According to “Haykakan Zhamanak,” Sarkisian will go as far as to become a co-chairman of the HHK along with Markarian.
“Taregir” also reports that Sarkisian will almost certainly join the HHK leadership. “This means that in the 2008 [presidential] elections the HHK will nominate Serzh Sarkisian for the Armenian presidency,” says the paper.
“168 Zham” speculates that the unexpected disclosure by U.S. Deputy Assistant Secretary of State Matthew Bryza of the main points of the proposed Karabakh settlement is related to domestic Armenian politics and may be part of U.S. pressure on Yerevan. “According to our information, the USA plans to turn Artur Baghdasarian, who became an Armenian oppositionist in a matter of days, into Armenia’s next president-in-waiting by uniting him with oppositionists Aram Sarkisian and Stepan Demirchian,” claims the paper.
“Aravot” says the Karabakh deal outlined by Bryza is no better than the one which had been proposed by the mediators in 1997 and advocated by then President Levon Ter-Petrosian. “But it must not become a subject of internal political exploitations in Armenia,” the paper says in an editorial, urging Ter-Petrosian supporters to embrace this peace formula and help Kocharian put it into practice.
“Iravunk” also compares the two peace plans, saying that unlike Ter-Petrosian, Kocharian will never take the risk of publicly making a case for mutual compromise with Azerbaijan.
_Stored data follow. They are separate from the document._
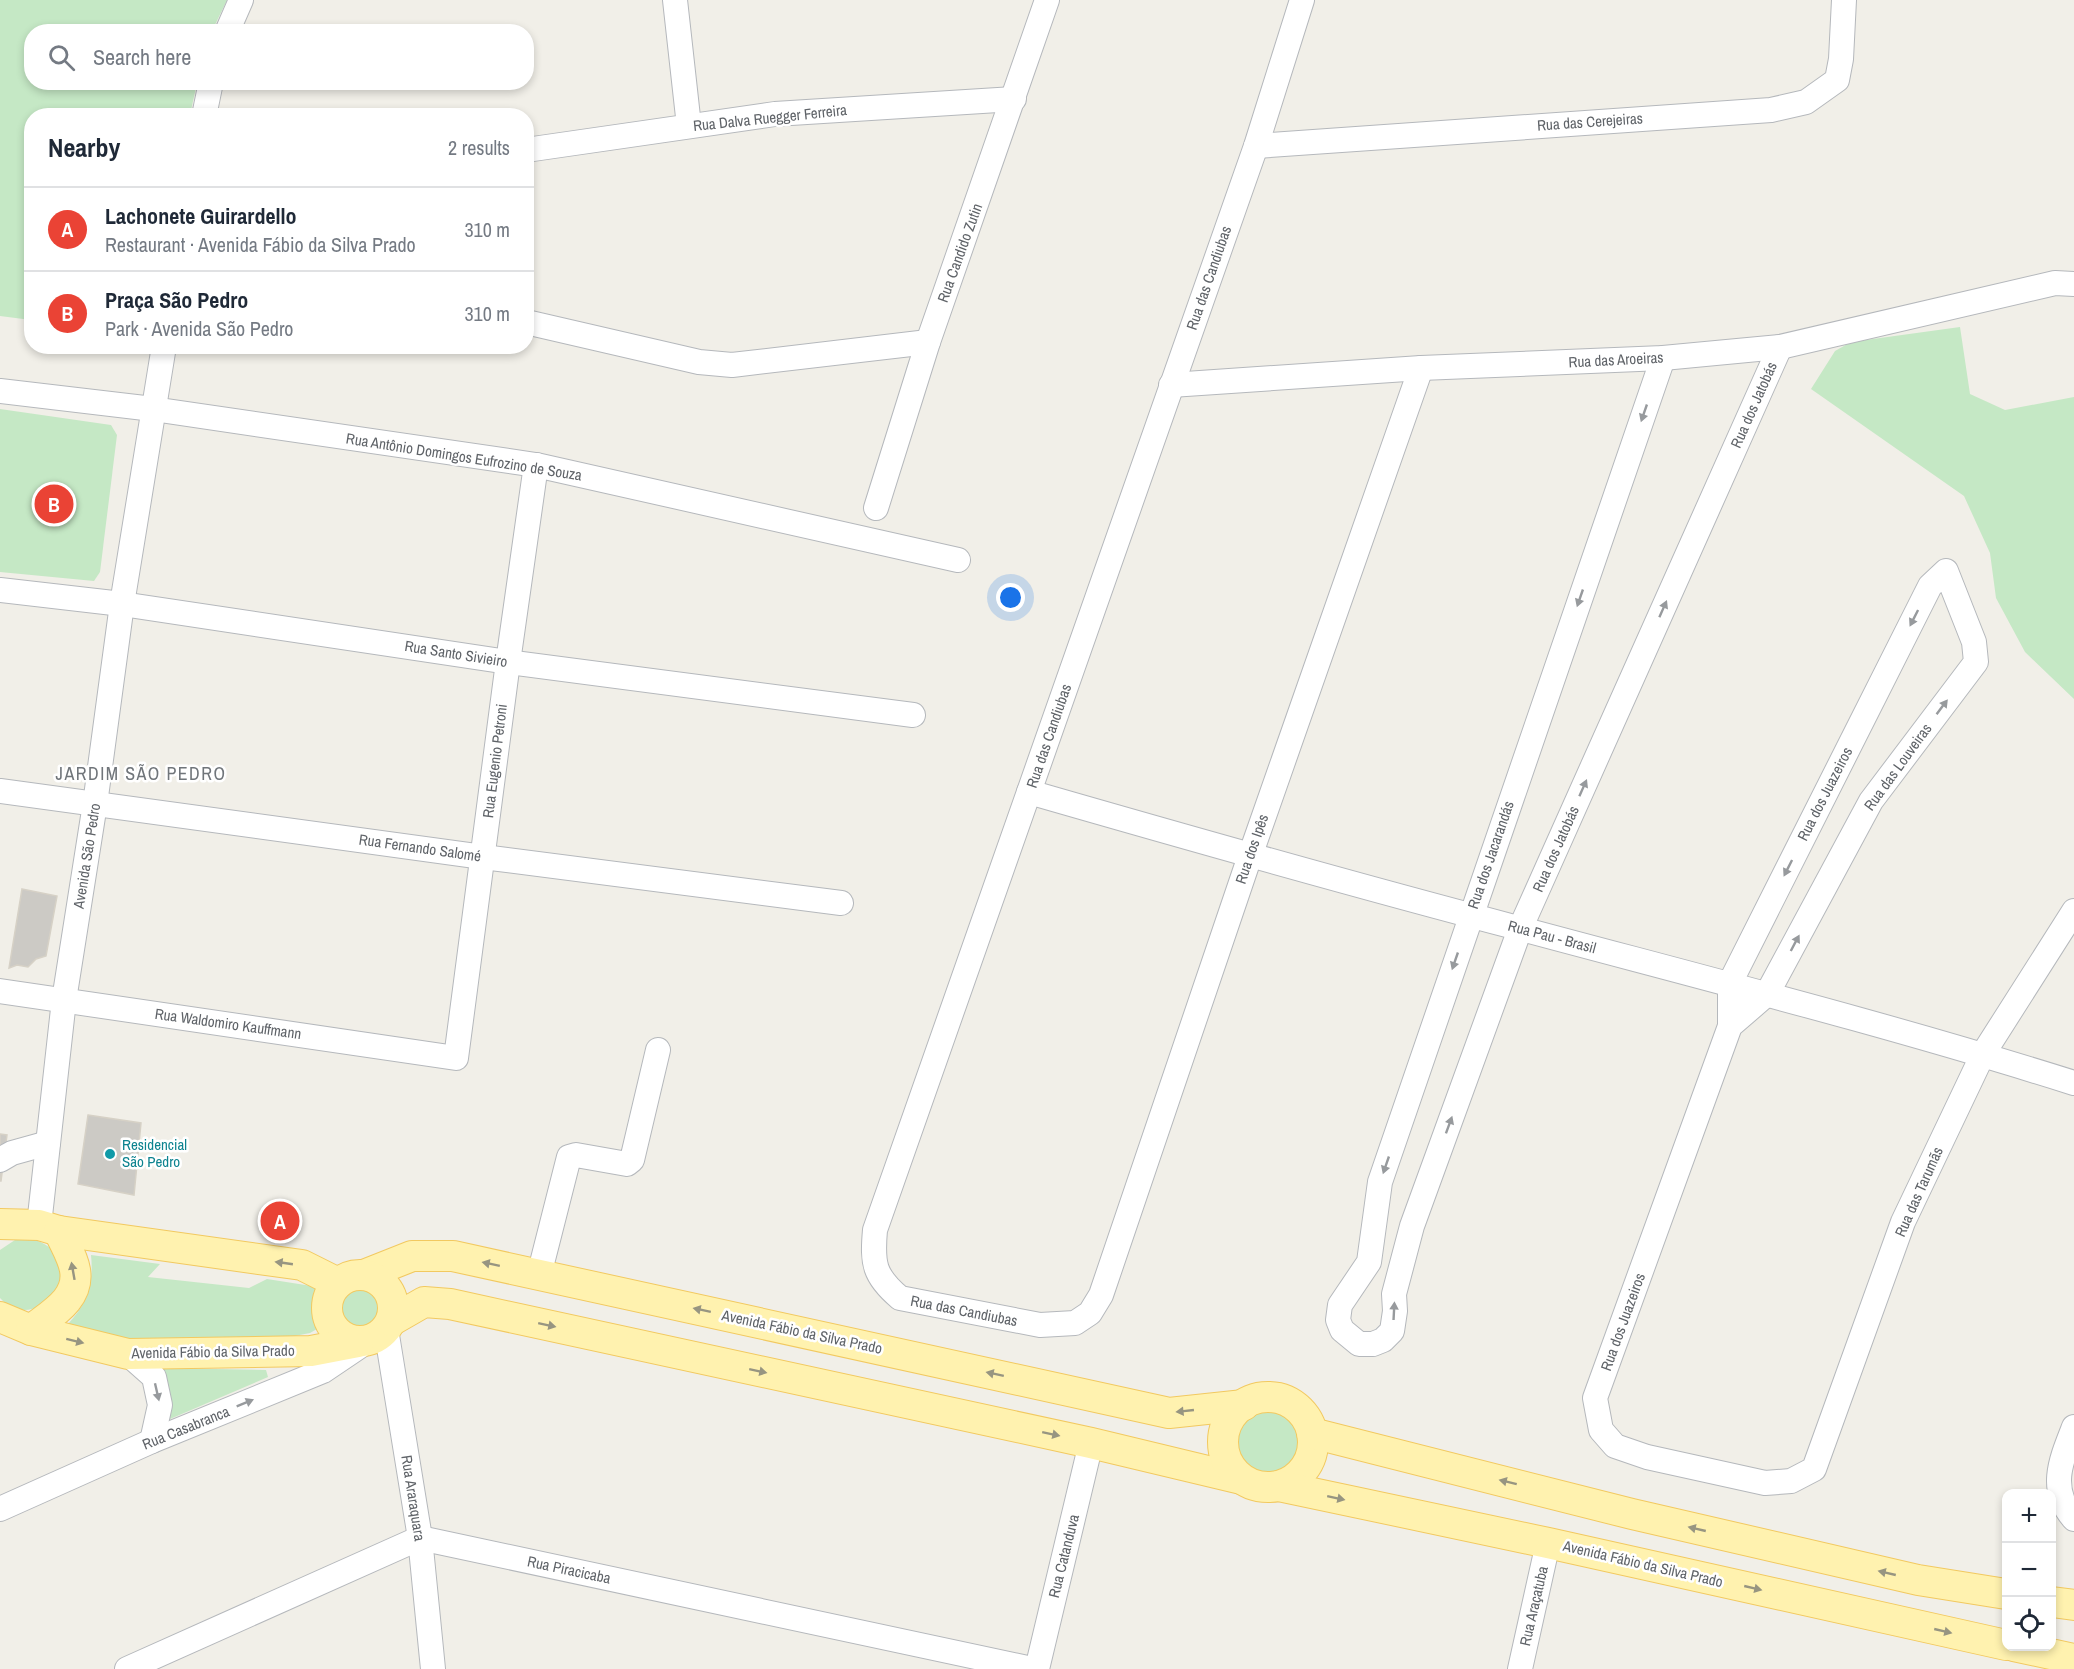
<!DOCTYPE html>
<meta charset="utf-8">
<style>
:root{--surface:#fff;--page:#f2f2f3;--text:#1f2937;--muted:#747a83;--line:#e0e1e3;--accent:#ea4335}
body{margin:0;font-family:"Archivo Narrow",sans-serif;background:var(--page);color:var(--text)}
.controls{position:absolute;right:18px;bottom:18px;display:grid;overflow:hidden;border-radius:12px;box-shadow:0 3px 9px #0003}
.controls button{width:54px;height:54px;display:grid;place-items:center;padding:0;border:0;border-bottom:2px solid var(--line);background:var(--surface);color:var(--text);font:30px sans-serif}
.you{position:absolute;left:1011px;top:598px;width:21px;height:21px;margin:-15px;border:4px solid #fff;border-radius:50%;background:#1a73e8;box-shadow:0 0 0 9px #1a73e833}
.badge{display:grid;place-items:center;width:39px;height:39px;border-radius:50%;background:var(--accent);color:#fff;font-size:20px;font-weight:700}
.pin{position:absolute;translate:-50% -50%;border:3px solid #fff;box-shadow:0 2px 6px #0006}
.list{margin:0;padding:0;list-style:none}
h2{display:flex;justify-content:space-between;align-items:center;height:78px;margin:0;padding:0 24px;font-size:26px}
h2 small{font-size:20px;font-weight:400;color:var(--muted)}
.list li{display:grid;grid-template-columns:39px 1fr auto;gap:18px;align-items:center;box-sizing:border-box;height:84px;padding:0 24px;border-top:2px solid var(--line)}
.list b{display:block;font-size:22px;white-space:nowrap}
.list p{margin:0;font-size:20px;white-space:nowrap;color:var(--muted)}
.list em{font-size:20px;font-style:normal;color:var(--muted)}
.icon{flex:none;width:33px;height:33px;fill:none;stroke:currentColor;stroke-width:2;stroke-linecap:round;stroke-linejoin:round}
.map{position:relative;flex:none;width:2074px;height:1669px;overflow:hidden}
.search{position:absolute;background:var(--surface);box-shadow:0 3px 9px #0003;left:24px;top:24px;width:510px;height:66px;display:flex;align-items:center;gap:15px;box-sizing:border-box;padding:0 21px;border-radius:24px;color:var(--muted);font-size:22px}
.panel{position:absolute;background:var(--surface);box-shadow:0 3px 9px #0003;left:24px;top:108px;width:510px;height:246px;border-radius:24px}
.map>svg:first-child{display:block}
.green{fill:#c5e8c5}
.building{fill:#cccac5;stroke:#d6d1c6;stroke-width:1.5}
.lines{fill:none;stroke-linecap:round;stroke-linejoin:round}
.minor-casing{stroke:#b5b8bc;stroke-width:26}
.major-casing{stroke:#f2c960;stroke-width:32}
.minor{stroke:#fff;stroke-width:24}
.major{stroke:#fff2af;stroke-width:30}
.oneway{fill:#979a9d}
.oneway2{fill:#979581}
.culture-dot{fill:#0f9aa8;stroke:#fff;stroke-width:2}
.labels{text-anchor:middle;stroke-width:5;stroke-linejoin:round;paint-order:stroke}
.street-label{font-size:15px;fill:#5f6368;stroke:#fff}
.culture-label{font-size:15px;fill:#0d838f;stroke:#fff;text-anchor:start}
.quarter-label{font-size:18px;letter-spacing:1.5px;fill:#70757a;stroke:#fff}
</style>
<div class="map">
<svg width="2074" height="1669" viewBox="0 0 2074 1669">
<rect width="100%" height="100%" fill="#f1efe8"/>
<g class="green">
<path d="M0,0h227l-15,31 -180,1v50l165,1 -7,32 -158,1 -1,204 -31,-4z"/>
<path d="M1960,327l10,67 35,16 69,-13v302l-49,-47 -29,-54 -6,-45 -26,-57 -153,-107 24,-38 16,-9z"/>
<path d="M0,409l111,16 6,10 -17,137 -6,9 -94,-9z"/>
<path d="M27,1238c72,14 14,104 -27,60v-48l15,-10z"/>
<path d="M91,1255l69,9 -12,13 101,11 18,-9 51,8 -1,22 5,17 -12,7 -31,6 -87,5 -74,-6 -50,-14c19,-20 26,-41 23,-69z"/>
<circle cx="360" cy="1307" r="21"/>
<path d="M161,1368l105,2 2,7 -98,42 -1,-31z"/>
<circle cx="1269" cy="1441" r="32"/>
</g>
<g class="building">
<path d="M22,889l35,7 -11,60 -10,3 -8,8 -11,-2 -8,3z"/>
<path d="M88,1115l53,8 -7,72 -56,-11z"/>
<path d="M0,1134l7,1 -6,46h-1z"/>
</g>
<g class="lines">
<g class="minor-casing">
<g id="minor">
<path d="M675,0l14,126"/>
<path d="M1302,0l-46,146 -381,1084c-3,34 -1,46 25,68l140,27 35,-2 15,-10 11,-18 149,-439 171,-488"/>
<path d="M227,32l14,-32"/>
<path d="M204,116l7,-34"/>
<path d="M1256,146l515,-36 35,-8 31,-22 4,-21 3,-59"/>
<path d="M526,150l249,-36 239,-15"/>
<path d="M526,322l173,40 33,3 196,-23"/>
<path d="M1663,358l-283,824 -11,80 -29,43 -2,15 4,10 17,14h14l10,-4 9,-9 3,-20 -1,-17 18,-68 108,-297 260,-582"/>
<path d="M1171,385l250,-17 242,-10 117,-11 275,-64 19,1"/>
<path d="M0,391l153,18 383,56 422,95"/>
<path d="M876,508l52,-166 119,-342"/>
<path d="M0,590l122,14 386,58 405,53"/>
<path d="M0,791l483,66 358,46"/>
<path d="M1029,792c163,47 325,93 489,136 186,50 372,97 556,155"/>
<path d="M0,991l456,67 52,-396 28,-197"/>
<path d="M1730,1026l37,-32 104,-193 105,-139 -2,-20 -28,-71 -16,15 -200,397v43l-135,372 6,32 14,16 32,11 118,26 26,-2 23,-12 89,-247 80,-168 91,-143"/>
<path d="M0,1160l12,-7 36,-10"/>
<path d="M39,1225l25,-225 31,-196 27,-200 42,-258"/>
<path d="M539,1275l30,-118 7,-2 51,9 5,-4 26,-110"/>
<path d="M386,1329l34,209 13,131"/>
<path d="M128,1354l26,23 6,28 -8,36"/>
<path d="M2074,1427c-13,33 -26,62 0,92"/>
<path d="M0,1509l152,-68 171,-70 40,-27"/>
<path d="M127,1669l293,-131 612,131"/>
<path d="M1037,1669l54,-226"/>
<path d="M1520,1669l28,-126"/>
</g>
</g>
<g class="major-casing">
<g id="major">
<path d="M0,1224l39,1 20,6 243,34 36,18"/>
<path d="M364,1275l48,-19h41l716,157 75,-8"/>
<circle cx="360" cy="1308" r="33"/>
<path d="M0,1317l31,13 97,24 183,-3 47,-9"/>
<path d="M391,1321l33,-19 26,2 641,139 150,36"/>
<path d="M31,1330c20,-16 49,-31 44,-60 -2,-13 -11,-27 -16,-39"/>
<circle cx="1268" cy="1442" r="45"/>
<path d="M1312,1433l320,81 286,66 88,14"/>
<path d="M1279,1486l269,57 458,102"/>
<path d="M2052,1602l22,3"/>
<path d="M2014,1646l60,13"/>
</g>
</g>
<use href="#minor" class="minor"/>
<use href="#major" class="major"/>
</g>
<defs><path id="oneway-solid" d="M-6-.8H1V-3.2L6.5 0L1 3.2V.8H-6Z" transform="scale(1.5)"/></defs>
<g class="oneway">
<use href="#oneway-solid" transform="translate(1644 413) rotate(109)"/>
<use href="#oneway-solid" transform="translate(1580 598) rotate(109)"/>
<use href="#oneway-solid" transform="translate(1663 609) rotate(-66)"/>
<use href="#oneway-solid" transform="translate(1914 618) rotate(117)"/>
<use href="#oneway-solid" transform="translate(1942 707) rotate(-53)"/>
<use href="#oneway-solid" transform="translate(1583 788) rotate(-66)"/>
<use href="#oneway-solid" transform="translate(1788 868) rotate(117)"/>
<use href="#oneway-solid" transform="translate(1795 943) rotate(-62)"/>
<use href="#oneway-solid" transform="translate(1455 961) rotate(109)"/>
<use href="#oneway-solid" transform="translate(1449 1125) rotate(-70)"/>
<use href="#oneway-solid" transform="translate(1386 1165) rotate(109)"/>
<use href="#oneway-solid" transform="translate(1394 1311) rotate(-87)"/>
<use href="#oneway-solid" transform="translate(157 1392) rotate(77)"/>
<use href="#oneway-solid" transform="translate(245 1403) rotate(-22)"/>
</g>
<g class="oneway2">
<use href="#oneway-solid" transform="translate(284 1263) rotate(-172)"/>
<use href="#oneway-solid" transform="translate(491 1264) rotate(-168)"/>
<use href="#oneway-solid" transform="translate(73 1271) rotate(-100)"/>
<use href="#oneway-solid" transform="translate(702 1310) rotate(-168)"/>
<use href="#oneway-solid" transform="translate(547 1325) rotate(12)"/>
<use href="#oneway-solid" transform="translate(75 1341) rotate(14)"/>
<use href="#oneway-solid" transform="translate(758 1371) rotate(12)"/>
<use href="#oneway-solid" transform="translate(995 1374) rotate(-168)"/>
<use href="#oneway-solid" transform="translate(1185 1411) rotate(174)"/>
<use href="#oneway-solid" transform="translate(1051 1434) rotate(12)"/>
<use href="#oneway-solid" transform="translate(1508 1482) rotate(-166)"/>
<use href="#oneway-solid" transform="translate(1336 1498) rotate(12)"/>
<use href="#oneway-solid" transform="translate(1697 1529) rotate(-167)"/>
<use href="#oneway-solid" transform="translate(1887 1573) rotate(-167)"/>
<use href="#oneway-solid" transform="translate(1753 1588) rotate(13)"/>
<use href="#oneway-solid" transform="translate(1943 1631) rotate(13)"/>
</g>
<circle class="culture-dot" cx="110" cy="1154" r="6"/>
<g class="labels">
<g class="street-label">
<text transform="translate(770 118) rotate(-6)" y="5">Rua Dalva Ruegger Ferreira</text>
<text transform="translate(1590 122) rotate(-4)" y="5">Rua das Cerejeiras</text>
<text transform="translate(960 253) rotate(-70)" y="5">Rua Candido Zutin</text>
<text transform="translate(1209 278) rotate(-71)" y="5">Rua das Candiubas</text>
<text transform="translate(1616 360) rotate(-3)" y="5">Rua das Aroeiras</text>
<text transform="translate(1754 405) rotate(-66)" y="5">Rua dos Jatobás</text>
<text transform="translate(464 457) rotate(9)" y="5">Rua Antônio Domingos Eufrozino de Souza</text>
<text transform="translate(456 654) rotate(9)" y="5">Rua Santo Sivieiro</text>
<text transform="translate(1049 736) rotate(-71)" y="5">Rua das Candiubas</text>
<text transform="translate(495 761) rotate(-83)" y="5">Rua Eugenio Petroni</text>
<text transform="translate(1898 767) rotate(-54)" y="5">Rua das Louveiras</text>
<text transform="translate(1825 794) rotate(-63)" y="5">Rua dos Juazeiros</text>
<text transform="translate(420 848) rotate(8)" y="5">Rua Fernando Salomé</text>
<text transform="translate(1252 849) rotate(-71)" y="5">Rua dos Ipês</text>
<text transform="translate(1556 849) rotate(-66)" y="5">Rua dos Jatobás</text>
<text transform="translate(1491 855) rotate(-71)" y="5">Rua dos Jacarandás</text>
<text transform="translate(87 856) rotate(-81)" y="5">Avenida São Pedro</text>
<text transform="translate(1552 937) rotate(15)" y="5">Rua Pau - Brasil</text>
<text transform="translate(228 1024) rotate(8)" y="5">Rua Waldomiro Kauffmann</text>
<text transform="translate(1919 1192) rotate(-66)" y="5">Rua das Tarumãs</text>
<text transform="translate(964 1311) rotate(11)" y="5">Rua das Candiubas</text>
<text transform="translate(1623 1322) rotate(-70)" y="5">Rua dos Juazeiros</text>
<text transform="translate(802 1332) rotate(12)" y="5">Avenida Fábio da Silva Prado</text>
<text transform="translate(213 1352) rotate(-1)" y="5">Avenida Fábio da Silva Prado</text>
<text transform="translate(186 1428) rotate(-22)" y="5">Rua Casabranca</text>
<text transform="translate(413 1498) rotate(81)" y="5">Rua Araraquara</text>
<text transform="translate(1064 1556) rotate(-76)" y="5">Rua Catanduva</text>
<text transform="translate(1643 1564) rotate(13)" y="5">Avenida Fábio da Silva Prado</text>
<text transform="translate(569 1570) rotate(12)" y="5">Rua Piracicaba</text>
<text transform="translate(1534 1606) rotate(-77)" y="5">Rua Araçatuba</text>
</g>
<g class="culture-label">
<text x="122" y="1150">Residencial<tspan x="122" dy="17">São Pedro</tspan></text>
</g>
<g class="quarter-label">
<text x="141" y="780">JARDIM SÃO PEDRO</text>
</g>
</g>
</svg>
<div class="controls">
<button>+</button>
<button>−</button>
<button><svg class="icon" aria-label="locate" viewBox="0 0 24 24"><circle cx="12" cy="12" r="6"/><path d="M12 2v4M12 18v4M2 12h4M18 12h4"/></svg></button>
</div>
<div class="you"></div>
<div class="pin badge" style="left:280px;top:1221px">A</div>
<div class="pin badge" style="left:54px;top:504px">B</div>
<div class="search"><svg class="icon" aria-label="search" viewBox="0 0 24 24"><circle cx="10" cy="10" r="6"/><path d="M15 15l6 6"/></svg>Search here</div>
<section class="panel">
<h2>Nearby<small>2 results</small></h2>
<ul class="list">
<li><span class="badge">A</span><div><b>Lachonete Guirardello</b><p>Restaurant · Avenida Fábio da Silva Prado</p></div><em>310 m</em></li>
<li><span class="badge">B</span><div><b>Praça São Pedro</b><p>Park · Avenida São Pedro</p></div><em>310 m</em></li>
</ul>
</section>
</div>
The paper says Kocharian left it to a senior U.S. official “very familiar with our region” to do the job. “There has arisen a quite dramatic situation in Armenia,” it says. “Robert Kocharian, along with the entire government system, is against reviving a draft that died nine years ago, but lacks the real resources, including a minimum amount of legitimacy, to cope with [external] pressures.”